Even with her professional advantage, starting a line from scratch wasn’t easy. It took years to get the formulas right. “At first when I was working with chemists, I didn’t like the answers I was getting,” recalls Deborah, who says they seemed more concerned with cost than quality. “I came home from these meetings in New York and California completely frustrated. The chemists were telling me to do it differently, but I said I’m going to make what I want to make.” What she wanted to make was products derived from herbs and flowers grown from organic seeds planted on her own property. “I was figuring it out on the fly,” she says. “Thank God for Google! I melted mixtures in the microwave. I bet I threw out 50 gallons before I got a certain product right.”

“The beauty is, Mom,” interjects Alexandra, “you’re not afraid to ask questions. You’ve never been inhibited in that way.”

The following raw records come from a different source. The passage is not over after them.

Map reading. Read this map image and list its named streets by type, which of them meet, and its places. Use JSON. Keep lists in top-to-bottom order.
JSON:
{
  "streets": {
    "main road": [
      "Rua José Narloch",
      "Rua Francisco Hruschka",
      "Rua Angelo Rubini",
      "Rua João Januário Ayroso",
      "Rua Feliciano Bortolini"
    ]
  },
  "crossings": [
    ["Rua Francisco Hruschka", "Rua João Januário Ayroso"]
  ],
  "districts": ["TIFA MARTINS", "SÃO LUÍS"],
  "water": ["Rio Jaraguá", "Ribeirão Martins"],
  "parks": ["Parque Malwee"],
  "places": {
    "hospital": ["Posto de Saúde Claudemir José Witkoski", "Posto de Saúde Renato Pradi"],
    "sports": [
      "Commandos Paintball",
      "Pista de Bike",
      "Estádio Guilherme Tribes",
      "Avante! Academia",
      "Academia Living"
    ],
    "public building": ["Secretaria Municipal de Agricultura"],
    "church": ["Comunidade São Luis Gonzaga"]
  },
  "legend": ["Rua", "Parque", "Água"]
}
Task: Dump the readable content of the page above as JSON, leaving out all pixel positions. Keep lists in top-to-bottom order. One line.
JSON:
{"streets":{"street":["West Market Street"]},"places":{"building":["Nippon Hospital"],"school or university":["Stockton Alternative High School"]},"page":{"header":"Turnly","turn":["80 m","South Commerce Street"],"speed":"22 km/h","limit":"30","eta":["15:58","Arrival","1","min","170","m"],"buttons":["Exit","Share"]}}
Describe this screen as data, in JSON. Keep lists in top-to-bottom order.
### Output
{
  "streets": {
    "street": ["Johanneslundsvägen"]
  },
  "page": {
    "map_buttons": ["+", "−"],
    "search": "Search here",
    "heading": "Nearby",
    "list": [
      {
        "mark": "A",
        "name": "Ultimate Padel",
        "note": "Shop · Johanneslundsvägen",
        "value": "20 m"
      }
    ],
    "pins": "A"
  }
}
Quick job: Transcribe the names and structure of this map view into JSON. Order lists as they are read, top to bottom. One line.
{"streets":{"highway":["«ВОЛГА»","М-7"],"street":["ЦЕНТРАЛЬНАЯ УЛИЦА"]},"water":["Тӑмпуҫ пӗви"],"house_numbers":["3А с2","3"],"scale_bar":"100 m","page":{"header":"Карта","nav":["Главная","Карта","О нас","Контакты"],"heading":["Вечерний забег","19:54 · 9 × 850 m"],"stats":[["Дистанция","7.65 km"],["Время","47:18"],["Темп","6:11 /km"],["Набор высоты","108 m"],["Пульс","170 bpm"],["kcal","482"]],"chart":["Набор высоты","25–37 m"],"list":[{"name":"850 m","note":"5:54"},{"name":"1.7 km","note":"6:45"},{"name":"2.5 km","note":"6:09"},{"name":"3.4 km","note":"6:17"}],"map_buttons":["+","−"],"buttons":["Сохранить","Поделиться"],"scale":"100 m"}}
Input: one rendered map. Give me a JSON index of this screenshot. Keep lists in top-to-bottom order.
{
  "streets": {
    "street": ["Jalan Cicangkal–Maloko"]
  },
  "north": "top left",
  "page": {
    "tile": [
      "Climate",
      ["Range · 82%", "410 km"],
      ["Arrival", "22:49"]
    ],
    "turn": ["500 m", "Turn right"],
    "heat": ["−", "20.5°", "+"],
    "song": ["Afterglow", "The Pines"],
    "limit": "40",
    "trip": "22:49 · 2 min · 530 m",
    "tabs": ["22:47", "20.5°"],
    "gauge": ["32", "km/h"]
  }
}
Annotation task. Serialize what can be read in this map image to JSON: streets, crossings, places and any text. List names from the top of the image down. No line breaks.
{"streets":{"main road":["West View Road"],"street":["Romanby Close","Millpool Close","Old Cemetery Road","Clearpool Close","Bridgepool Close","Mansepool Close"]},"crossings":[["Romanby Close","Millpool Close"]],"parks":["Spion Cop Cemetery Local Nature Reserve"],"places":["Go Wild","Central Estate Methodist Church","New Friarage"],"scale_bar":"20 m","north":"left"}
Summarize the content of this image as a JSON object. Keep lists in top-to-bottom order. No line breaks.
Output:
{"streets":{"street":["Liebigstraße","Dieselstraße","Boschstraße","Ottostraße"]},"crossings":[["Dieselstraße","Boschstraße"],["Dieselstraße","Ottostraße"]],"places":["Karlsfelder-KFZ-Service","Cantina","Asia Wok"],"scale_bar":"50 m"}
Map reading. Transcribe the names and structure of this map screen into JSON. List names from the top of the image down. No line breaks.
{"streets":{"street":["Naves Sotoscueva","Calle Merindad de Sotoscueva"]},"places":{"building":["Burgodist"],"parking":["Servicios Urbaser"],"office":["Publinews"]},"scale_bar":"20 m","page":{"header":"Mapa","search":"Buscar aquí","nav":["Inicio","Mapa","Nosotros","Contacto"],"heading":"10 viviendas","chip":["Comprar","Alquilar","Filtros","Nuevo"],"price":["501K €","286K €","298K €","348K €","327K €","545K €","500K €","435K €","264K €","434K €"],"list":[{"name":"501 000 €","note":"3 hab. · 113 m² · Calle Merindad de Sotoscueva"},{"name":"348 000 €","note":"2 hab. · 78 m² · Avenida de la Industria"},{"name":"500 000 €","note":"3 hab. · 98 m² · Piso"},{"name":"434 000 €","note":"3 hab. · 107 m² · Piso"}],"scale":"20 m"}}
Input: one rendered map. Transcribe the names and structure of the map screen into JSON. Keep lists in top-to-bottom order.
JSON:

Since the line debuted in 2003, it has grown to 180 products and attracted a clientele who see quick results and lasting value in its creams, cleansers, and essential oils. “There are no fillers, no synthetics in our products. There isn’t even water,” says Deborah. “We replace water with hydrosol—a living water we distill from herbs and flowers. That’s what makes our solutions so powerful.”

botaniko, stone hollow farmstead

Petals ready to be macerated to extract essential oils

botaniko, stone hollow farmstead

Deborah trades garden shears for a white coat to mix product in the farm’s lab.

Relying on botanicals to heal, restore, and revive is an age-old practice, but new appreciation of small-batch artisans and a yearning for natural products make the Stones feel that Botaniko’s moment is especially ripe. “Now is the time,” says Deborah.

botaniko, stone hollow farmstead

Learning from her mother’s decades of experience in the skin care business, Alexandra handles front office duties like marketing and design. “But the gardening is fun,” she says.

With a sprawling farm and a burgeoning skin care line, Deborah and Alexandra seem poised to embrace the future. “We complement each other,” says Deborah. “Alex is a little more subdued; she helps me stay grounded. She listens, then processes, then comes back with a plan. I’m more of an “Oh, let’s forget the plan” kind of person. I break a lot of stuff before I get things right.”

Together, with talent, brains, and a farm’s worth of goodness to pour into each bottle, the Stone women forge ahead. Like a driver in uncharted territory, when the paved road ends they step on the gas and keep going.